START RECORD EXTRACTS

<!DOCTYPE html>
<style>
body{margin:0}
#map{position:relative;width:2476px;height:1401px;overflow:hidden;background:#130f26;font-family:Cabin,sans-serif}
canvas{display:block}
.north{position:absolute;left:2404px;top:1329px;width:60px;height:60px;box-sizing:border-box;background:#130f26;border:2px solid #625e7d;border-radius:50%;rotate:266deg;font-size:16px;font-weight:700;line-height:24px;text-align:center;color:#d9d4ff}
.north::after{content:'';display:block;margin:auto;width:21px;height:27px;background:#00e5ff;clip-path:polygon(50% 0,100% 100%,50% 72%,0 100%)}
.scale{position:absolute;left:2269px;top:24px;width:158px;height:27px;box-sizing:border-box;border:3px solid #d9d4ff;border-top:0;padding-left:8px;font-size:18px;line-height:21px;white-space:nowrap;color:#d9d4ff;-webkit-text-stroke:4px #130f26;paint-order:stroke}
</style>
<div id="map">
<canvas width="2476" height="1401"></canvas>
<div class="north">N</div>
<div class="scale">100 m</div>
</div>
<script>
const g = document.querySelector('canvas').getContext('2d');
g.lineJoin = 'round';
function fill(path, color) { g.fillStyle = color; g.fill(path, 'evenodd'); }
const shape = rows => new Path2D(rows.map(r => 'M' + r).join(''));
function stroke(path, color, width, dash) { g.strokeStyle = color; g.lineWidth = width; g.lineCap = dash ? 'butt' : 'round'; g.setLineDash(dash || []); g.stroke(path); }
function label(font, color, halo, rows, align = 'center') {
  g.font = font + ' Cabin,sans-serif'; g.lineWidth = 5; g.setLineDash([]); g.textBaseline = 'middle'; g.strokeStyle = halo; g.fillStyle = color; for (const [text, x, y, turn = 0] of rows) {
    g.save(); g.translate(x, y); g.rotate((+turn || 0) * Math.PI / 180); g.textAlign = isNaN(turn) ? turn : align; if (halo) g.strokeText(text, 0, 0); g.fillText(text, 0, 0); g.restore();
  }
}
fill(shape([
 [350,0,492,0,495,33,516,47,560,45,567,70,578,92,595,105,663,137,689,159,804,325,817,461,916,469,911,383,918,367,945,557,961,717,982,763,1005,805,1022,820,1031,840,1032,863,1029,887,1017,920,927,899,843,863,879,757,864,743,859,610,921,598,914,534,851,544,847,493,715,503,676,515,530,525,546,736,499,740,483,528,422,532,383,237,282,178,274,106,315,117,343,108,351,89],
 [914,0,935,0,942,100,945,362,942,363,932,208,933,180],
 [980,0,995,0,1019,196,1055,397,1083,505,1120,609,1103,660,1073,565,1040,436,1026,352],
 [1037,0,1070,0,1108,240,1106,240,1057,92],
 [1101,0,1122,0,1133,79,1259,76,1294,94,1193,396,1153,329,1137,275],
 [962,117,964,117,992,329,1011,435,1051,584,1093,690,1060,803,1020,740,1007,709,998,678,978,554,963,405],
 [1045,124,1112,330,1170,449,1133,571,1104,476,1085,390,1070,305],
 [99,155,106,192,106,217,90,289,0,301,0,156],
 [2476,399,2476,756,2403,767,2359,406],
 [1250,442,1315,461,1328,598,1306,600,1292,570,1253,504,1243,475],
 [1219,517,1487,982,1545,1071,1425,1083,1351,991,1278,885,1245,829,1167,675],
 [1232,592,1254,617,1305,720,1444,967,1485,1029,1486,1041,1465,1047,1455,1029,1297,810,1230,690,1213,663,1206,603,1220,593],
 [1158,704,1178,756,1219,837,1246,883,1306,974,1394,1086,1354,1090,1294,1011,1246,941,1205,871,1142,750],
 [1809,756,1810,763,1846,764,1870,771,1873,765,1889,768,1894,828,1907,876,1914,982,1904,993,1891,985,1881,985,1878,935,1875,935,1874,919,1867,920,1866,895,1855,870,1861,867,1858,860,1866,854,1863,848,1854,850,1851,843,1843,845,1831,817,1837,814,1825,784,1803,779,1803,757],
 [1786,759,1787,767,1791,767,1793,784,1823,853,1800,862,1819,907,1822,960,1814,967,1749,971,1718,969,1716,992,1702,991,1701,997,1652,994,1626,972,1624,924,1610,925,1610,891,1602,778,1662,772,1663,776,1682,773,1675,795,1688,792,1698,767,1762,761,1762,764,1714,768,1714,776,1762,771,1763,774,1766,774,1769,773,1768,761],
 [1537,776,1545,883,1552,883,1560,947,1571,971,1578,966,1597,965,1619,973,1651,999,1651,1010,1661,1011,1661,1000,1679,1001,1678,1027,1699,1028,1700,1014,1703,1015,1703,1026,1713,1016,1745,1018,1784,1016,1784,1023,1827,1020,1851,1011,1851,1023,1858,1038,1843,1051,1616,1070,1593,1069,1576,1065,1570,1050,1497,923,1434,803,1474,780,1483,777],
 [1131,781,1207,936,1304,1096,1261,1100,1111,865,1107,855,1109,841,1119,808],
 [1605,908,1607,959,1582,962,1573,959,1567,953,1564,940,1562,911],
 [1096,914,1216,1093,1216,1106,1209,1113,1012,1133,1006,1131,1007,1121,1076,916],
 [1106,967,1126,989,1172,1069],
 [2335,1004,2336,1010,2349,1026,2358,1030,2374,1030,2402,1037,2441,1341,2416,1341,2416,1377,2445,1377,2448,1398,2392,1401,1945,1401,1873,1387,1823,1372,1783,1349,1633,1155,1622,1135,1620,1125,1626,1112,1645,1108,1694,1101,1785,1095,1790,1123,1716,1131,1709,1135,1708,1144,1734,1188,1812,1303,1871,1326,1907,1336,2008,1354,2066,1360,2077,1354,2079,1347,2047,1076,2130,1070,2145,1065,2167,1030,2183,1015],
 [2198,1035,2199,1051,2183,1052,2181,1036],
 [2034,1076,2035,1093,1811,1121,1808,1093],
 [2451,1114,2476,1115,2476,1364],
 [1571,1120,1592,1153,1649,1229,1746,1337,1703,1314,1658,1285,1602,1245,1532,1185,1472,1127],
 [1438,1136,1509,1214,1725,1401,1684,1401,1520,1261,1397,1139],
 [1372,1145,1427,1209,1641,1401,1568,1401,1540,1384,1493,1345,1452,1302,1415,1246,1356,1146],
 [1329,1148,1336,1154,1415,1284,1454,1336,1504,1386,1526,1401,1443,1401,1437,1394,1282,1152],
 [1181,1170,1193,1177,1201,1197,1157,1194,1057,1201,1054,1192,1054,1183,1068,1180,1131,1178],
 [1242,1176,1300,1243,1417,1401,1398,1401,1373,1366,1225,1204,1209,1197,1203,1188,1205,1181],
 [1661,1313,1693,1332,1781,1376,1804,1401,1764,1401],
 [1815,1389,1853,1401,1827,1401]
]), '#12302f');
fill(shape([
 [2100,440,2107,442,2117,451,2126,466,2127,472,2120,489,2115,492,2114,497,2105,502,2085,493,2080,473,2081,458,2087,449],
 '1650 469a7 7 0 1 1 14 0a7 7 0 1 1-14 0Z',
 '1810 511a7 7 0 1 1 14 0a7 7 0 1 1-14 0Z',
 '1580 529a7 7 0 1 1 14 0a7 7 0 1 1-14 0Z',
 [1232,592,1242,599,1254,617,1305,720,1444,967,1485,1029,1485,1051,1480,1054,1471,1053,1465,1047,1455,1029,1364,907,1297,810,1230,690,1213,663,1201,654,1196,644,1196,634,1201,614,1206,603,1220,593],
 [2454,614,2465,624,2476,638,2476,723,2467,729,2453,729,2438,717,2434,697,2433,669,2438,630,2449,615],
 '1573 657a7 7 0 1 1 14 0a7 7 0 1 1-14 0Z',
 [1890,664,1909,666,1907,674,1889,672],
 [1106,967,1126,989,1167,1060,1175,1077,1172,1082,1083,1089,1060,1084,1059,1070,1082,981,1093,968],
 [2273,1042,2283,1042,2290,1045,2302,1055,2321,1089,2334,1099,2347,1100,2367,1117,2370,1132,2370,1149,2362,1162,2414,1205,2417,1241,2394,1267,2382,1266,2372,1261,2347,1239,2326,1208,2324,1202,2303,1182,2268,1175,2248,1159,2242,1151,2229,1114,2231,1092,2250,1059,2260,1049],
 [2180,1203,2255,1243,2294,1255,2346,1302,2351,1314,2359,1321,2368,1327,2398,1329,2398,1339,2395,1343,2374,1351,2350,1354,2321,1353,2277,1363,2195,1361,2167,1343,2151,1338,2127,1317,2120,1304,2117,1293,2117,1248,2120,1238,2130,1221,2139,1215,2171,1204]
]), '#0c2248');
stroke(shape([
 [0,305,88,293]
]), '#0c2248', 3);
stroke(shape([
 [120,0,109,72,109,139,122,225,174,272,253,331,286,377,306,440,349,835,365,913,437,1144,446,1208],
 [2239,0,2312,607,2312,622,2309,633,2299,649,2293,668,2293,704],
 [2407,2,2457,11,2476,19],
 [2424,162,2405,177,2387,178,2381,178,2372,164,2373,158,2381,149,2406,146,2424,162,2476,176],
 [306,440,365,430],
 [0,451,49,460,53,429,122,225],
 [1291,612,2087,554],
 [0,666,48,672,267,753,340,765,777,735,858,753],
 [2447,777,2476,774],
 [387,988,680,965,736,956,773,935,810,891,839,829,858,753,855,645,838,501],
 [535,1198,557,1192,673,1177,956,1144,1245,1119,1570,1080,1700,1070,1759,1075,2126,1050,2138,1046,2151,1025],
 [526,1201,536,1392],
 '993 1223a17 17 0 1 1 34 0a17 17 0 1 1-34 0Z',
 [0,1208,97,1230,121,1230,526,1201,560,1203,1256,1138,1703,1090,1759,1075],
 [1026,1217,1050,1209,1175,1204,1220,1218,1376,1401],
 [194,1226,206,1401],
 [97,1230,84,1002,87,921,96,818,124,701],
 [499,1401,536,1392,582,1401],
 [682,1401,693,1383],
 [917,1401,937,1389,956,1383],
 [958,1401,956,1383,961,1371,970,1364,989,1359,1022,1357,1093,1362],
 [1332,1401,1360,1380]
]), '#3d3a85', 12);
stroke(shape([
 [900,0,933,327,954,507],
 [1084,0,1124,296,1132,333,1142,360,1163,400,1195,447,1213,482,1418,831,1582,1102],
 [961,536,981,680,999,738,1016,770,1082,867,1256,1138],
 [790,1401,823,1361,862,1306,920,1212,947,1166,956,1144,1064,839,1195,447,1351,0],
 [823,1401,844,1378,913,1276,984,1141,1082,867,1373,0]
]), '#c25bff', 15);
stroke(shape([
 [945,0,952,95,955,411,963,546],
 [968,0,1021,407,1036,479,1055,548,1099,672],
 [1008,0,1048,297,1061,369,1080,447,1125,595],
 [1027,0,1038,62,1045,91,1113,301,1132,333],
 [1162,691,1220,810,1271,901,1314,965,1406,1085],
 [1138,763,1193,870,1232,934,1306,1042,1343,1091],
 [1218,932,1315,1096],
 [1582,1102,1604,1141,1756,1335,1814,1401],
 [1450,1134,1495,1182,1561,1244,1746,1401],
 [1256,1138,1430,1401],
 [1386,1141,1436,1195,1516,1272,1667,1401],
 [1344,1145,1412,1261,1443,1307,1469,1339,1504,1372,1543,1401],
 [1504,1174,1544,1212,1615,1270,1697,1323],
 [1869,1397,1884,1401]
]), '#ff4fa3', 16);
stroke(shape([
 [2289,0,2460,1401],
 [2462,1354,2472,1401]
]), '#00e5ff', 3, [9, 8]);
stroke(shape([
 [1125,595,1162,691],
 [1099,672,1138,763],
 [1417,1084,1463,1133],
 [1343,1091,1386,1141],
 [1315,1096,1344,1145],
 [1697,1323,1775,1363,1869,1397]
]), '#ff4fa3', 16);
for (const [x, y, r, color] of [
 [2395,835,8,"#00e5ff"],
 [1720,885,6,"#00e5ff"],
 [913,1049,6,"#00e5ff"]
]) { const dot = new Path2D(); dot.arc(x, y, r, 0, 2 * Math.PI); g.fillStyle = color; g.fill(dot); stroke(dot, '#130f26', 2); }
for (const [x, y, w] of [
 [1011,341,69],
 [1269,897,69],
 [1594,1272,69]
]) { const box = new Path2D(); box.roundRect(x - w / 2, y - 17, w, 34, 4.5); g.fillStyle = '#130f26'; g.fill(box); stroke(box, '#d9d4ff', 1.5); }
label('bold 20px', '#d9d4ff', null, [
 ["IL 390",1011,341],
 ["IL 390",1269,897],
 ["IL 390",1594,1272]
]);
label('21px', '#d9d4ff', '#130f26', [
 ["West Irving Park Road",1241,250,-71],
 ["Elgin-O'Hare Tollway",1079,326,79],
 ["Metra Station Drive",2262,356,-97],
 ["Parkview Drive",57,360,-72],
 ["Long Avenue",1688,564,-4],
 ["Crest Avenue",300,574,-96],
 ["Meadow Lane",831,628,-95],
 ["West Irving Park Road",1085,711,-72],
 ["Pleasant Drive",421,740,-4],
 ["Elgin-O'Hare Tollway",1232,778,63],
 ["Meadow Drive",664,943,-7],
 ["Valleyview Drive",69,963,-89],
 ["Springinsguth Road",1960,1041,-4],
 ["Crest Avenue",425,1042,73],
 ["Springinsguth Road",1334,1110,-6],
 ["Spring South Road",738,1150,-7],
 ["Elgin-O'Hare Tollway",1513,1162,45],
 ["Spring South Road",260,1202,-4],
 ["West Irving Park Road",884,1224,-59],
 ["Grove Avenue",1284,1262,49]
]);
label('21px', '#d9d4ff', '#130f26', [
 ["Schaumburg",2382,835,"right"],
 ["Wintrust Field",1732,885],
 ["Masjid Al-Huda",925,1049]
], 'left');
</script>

END RECORD EXTRACTS

■ WORK TO COMPLETE
Find out how many lines above hold "Elgin". Write only the number.

■ OUTPUT
3